Roach brought that sensibility to the conferences where the NCI-MATCH trial was being designed. The original plan would have split the study participants who seem to be doing well on the test treatment into two groups. One group would continue the treatment; the other would take a break, called a drug holiday.

I’m not a scientist. I’m not a clinician. I’m there on behalf of patients.” Roach remembers her immediate reaction to that design: “Taking a patient who’s responding to treatment and taking them off treatment? That is not going to fly.”

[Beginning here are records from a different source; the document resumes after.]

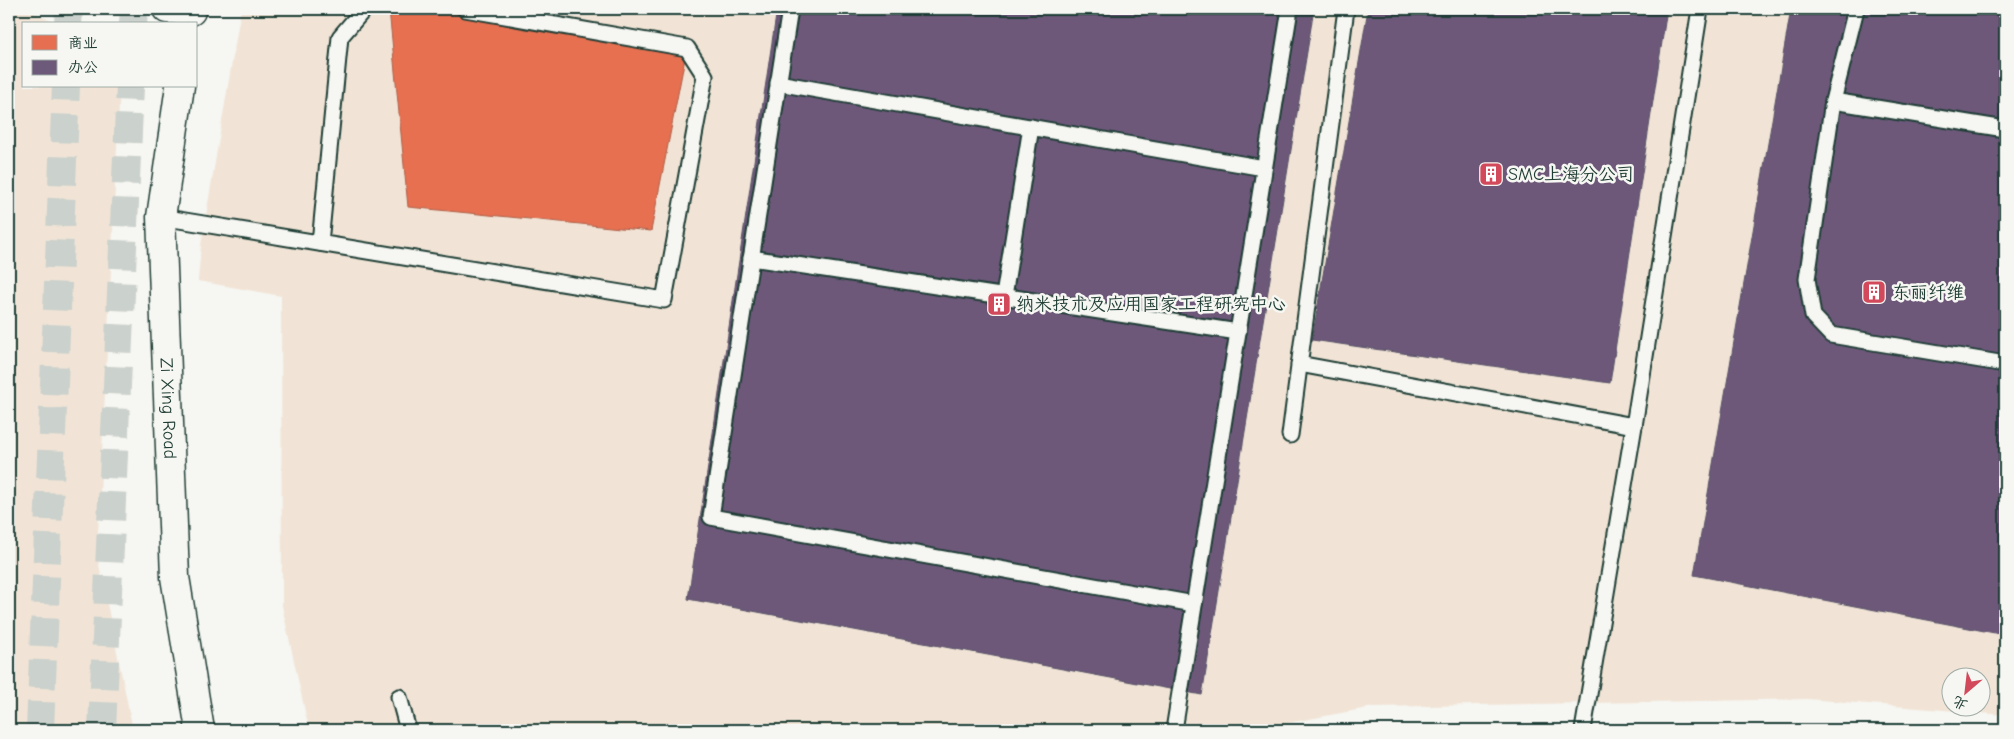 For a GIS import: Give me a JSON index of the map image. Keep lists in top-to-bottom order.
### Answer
{
  "streets": {
    "street": ["Zi Xing Road"]
  },
  "places": {
    "building": ["SMC上海分公司", "东丽纤维", "纳米技术及应用国家工程研究中心"]
  },
  "legend": ["商业", "办公"],
  "north": "bottom left"
} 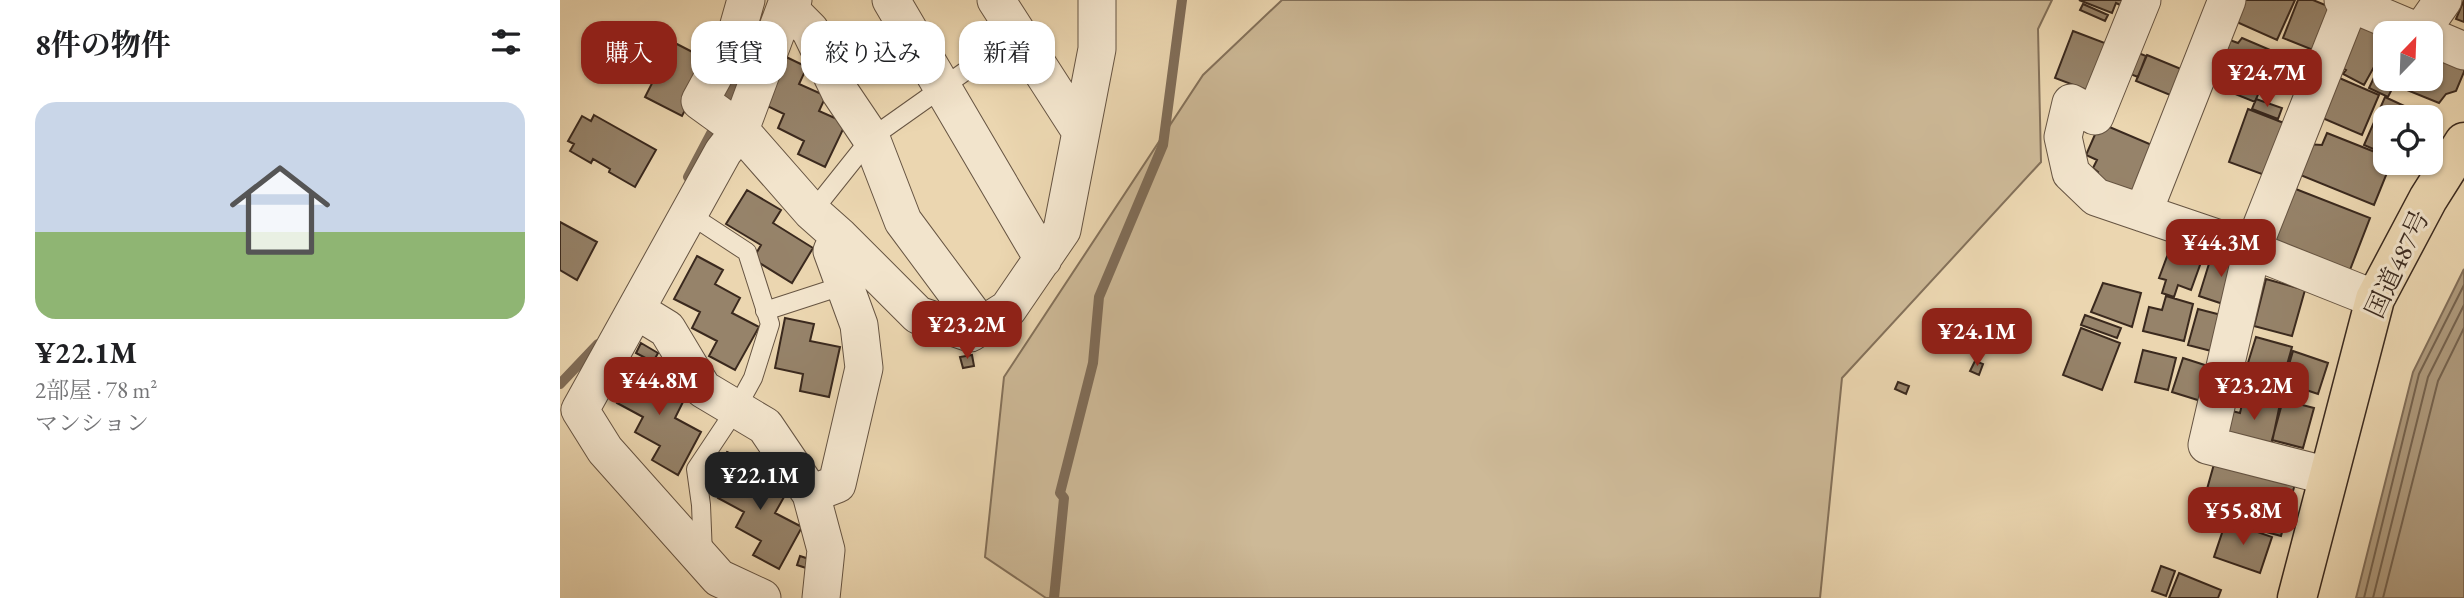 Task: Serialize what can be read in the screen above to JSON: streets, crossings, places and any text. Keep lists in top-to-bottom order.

She correctly anticipated how patients like Nancy Nahmias would have reacted, as they deliberated whether to sign up for the trial.

“I would not have liked that,” Nahmias says. “If it seems to be working, let’s face it, I don’t want to do anything to sabotage myself.”

Dr. Peter O’Dwyer, a University of Pennsylvania oncologist who was involved in the study design, readily admits that “the design had certain attractions, but it clearly had certain flaws.”

As the patient advocate Nancy Roach, points out:

From Nancy Roach’s perspective, it takes a bit of nerve to speak up in a room of doctors and scientists and ask, “Will the results of this study actually help anybody?”

But it’s Roach’s responsibility to ask those basic questions. “I’m not a scientist,” she says. “I’m not a clinician. I’m there on behalf of patients.”

In order to ensure clarity about the extent and stage at which the patient input occurred, I reached out directly to the researchers for some additional information.  This was their response:

Patient input was part of the process from the outset, when the NCI-MATCH trial was still only a concept. A group of cancer research advocates and patients, including Nancy Roach the person quoted by NPR and several others, discussed the pros and cons of the scientific rationale for the “drug holiday” in detail with study leaders, among  various approaches. It became clear that the patients and their advocates were not in favor of this approach. As a result, the idea was abandoned and did not become a part of the trial design, which proceeded to formal and final review by federal regulatory authorities, including the NCI Central Institutional Review Board.